# Task description:
Word for word, output the data, with none of its pictures.

Collected data entries:

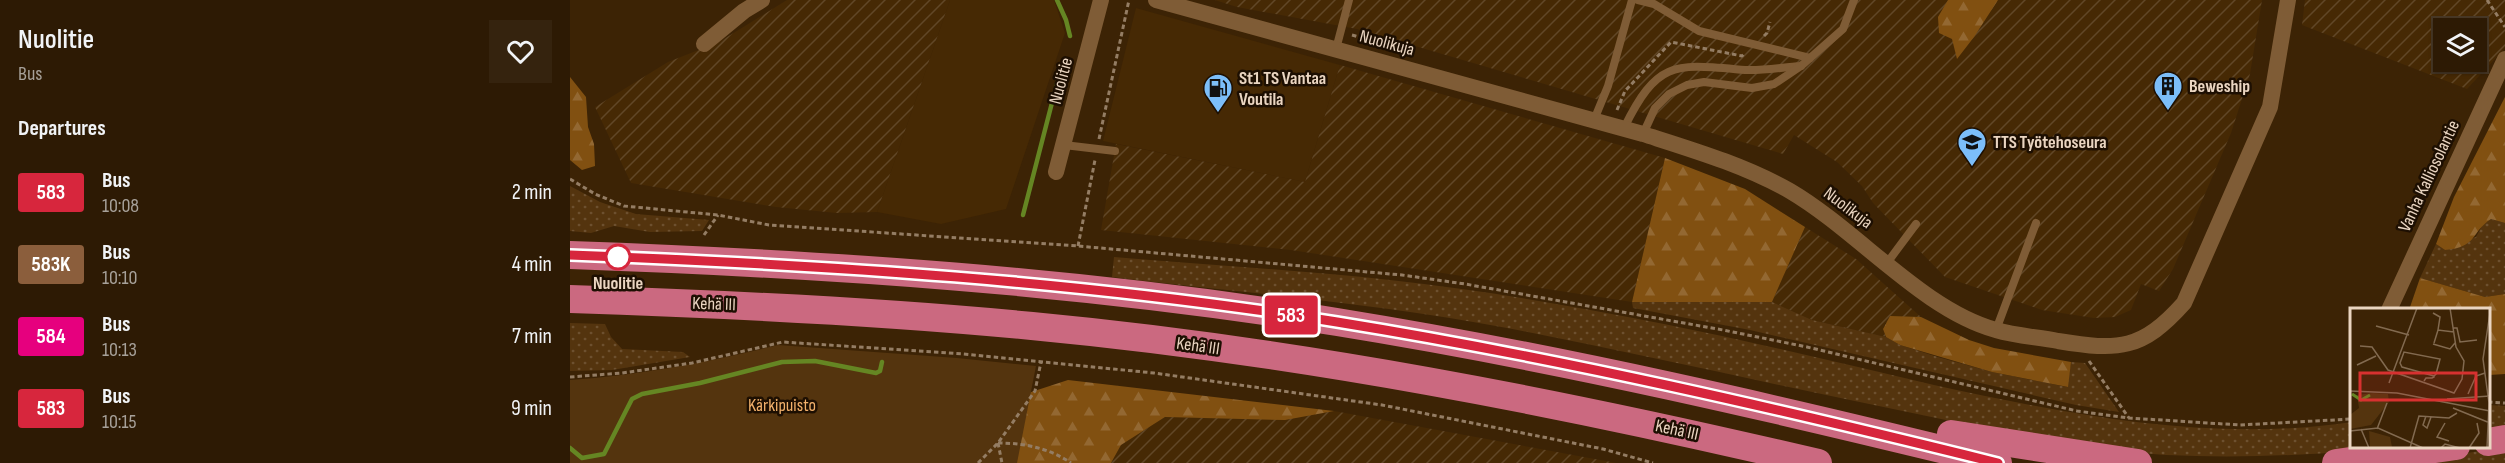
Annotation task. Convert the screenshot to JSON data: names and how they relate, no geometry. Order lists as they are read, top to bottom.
{
  "streets": {
    "highway": ["Kehä III"],
    "street": ["Nuolikuja", "Nuolitie", "Vanha Kalliosolantie"]
  },
  "parks": ["Kärkipuisto"],
  "places": {
    "building": ["Beweship"],
    "fuel station": ["St1 TS Vantaa Voutila"],
    "school or university": ["TTS Työtehoseura"],
    "other": ["Nuolitie"]
  },
  "lines": ["bus line 583"],
  "page": {
    "heading": [
      ["Nuolitie", "Bus"],
      "Departures"
    ],
    "on_map": "583",
    "list": [
      {
        "mark": "583",
        "name": "Bus",
        "note": "10:08",
        "value": "2 min"
      },
      {
        "mark": "583K",
        "name": "Bus",
        "note": "10:10",
        "value": "4 min"
      },
      {
        "mark": "584",
        "name": "Bus",
        "note": "10:13",
        "value": "7 min"
      },
      {
        "mark": "583",
        "name": "Bus",
        "note": "10:15",
        "value": "9 min"
      }
    ]
  }
}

# Reply:
Annotation task. Convert the screenshot to JSON data: names and how they relate, no geometry. Order lists as they are read, top to bottom.
{
  "streets": {
    "highway": ["Kehä III"],
    "street": ["Nuolikuja", "Nuolitie", "Vanha Kalliosolantie"]
  },
  "parks": ["Kärkipuisto"],
  "places": {
    "building": ["Beweship"],
    "fuel station": ["St1 TS Vantaa Voutila"],
    "school or university": ["TTS Työtehoseura"],
    "other": ["Nuolitie"]
  },
  "lines": ["bus line 583"],
  "page": {
    "heading": [
      ["Nuolitie", "Bus"],
      "Departures"
    ],
    "on_map": "583",
    "list": [
      {
        "mark": "583",
        "name": "Bus",
        "note": "10:08",
        "value": "2 min"
      },
      {
        "mark": "583K",
        "name": "Bus",
        "note": "10:10",
        "value": "4 min"
      },
      {
        "mark": "584",
        "name": "Bus",
        "note": "10:13",
        "value": "7 min"
      },
      {
        "mark": "583",
        "name": "Bus",
        "note": "10:15",
        "value": "9 min"
      }
    ]
  }
}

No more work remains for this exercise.